Task prompt | Please filter the listing below and copy out the lines that hold "Martinez".

Extracted data |

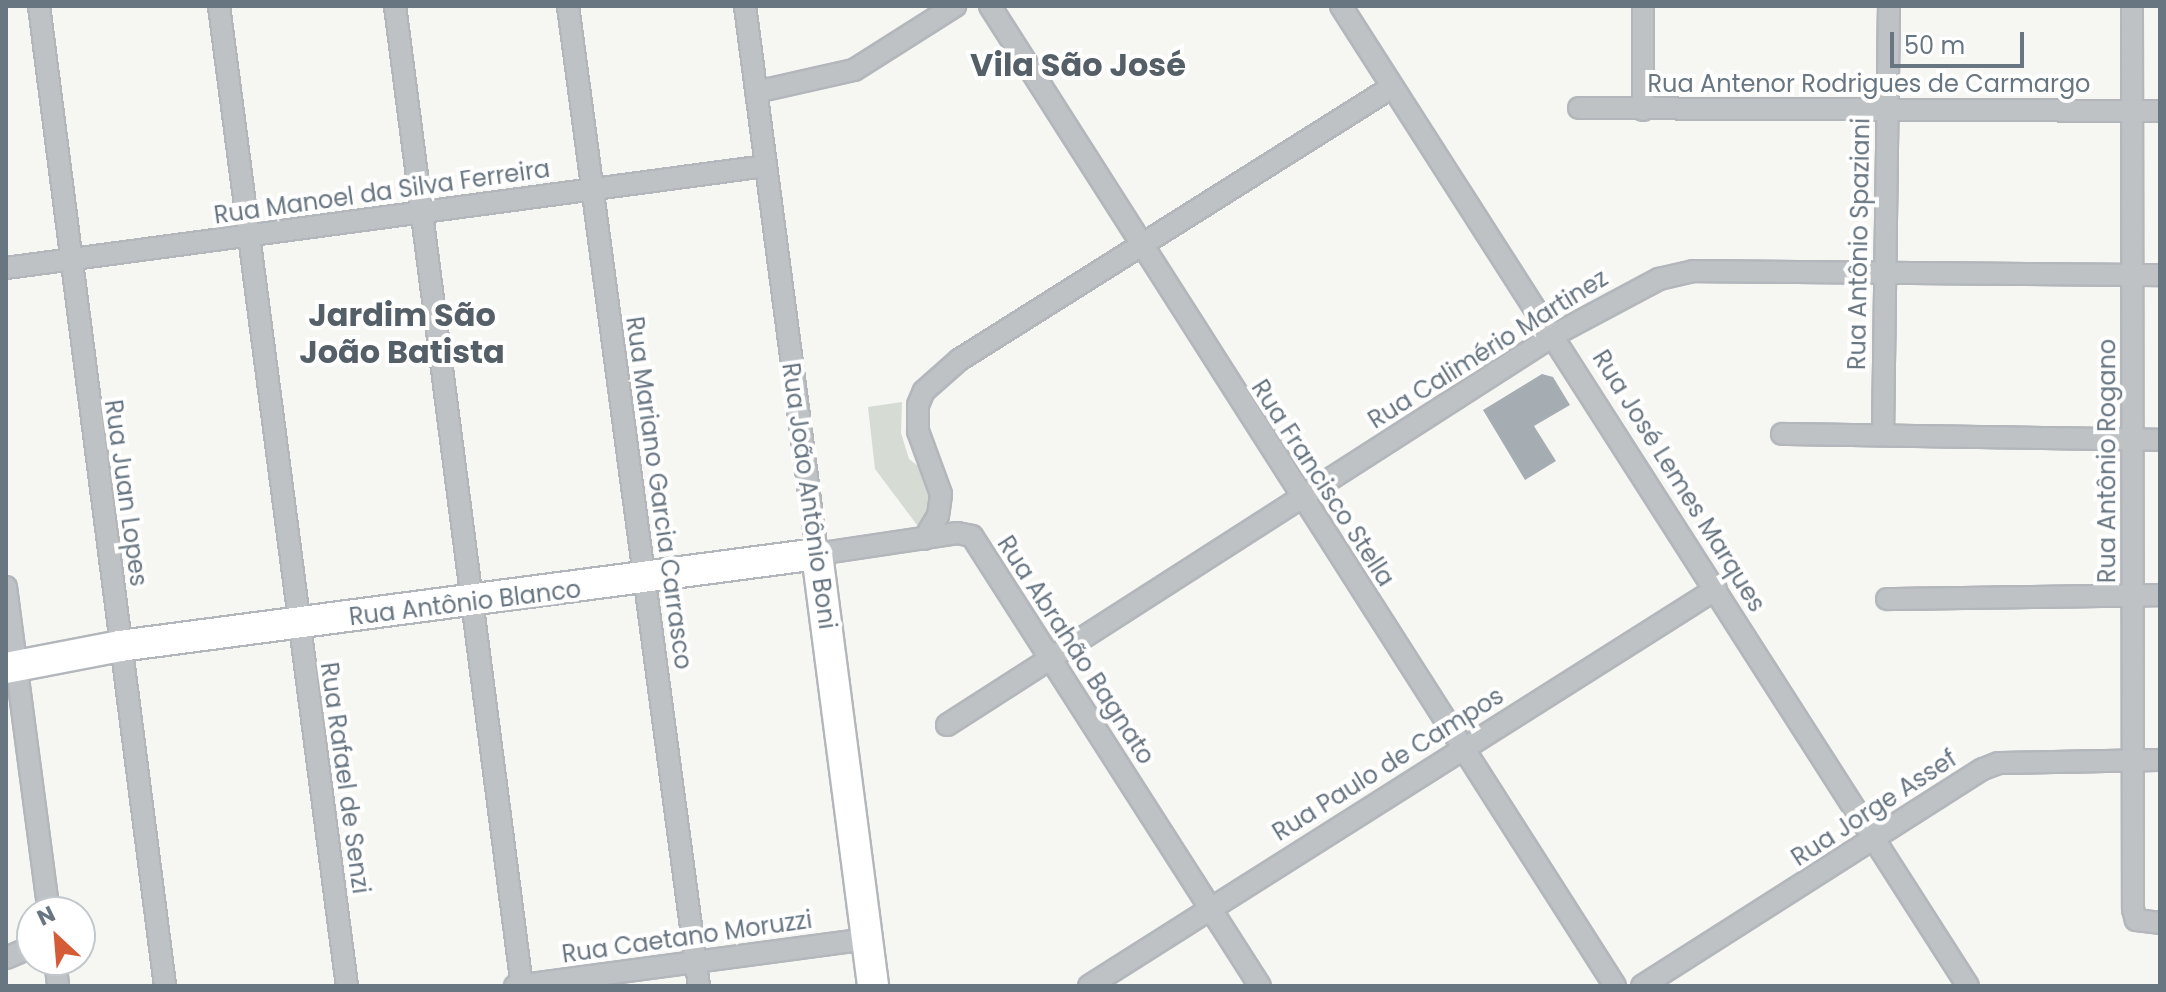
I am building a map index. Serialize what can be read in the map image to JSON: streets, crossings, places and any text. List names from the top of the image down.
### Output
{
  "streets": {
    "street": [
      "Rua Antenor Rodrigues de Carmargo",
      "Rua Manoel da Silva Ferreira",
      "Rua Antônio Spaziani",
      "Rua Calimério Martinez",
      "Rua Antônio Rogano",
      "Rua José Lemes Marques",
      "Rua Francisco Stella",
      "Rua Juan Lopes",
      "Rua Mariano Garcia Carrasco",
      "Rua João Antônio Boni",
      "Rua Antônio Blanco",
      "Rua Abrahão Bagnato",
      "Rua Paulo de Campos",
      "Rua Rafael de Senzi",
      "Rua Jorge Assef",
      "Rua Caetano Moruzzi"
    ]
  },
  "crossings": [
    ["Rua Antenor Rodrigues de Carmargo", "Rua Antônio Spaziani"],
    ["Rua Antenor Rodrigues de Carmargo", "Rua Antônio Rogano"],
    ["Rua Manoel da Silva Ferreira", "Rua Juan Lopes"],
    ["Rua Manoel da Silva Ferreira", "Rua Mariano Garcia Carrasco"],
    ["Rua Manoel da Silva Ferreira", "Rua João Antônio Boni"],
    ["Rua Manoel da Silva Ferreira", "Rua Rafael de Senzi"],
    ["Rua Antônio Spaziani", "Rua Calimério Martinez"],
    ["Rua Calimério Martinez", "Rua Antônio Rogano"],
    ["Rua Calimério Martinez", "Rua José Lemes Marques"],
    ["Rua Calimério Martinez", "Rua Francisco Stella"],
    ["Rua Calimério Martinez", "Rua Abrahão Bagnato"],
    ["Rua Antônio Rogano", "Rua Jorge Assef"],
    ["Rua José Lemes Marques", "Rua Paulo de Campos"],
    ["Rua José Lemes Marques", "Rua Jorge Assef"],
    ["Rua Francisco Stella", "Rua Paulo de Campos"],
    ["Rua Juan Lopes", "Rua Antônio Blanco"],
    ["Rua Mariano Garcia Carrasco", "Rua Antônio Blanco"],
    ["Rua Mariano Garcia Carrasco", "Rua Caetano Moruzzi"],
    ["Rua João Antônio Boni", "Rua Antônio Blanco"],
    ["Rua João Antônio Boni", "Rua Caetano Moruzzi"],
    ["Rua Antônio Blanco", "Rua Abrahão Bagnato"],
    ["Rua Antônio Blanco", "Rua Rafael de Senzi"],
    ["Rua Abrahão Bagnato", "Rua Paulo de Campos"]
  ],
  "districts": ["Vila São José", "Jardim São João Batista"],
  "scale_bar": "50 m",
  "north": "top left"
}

Result of the task |
      "Rua Calimério Martinez",
    ["Rua Antônio Spaziani", "Rua Calimério Martinez"],
    ["Rua Calimério Martinez", "Rua Antônio Rogano"],
    ["Rua Calimério Martinez", "Rua José Lemes Marques"],
    ["Rua Calimério Martinez", "Rua Francisco Stella"],
    ["Rua Calimério Martinez", "Rua Abrahão Bagnato"],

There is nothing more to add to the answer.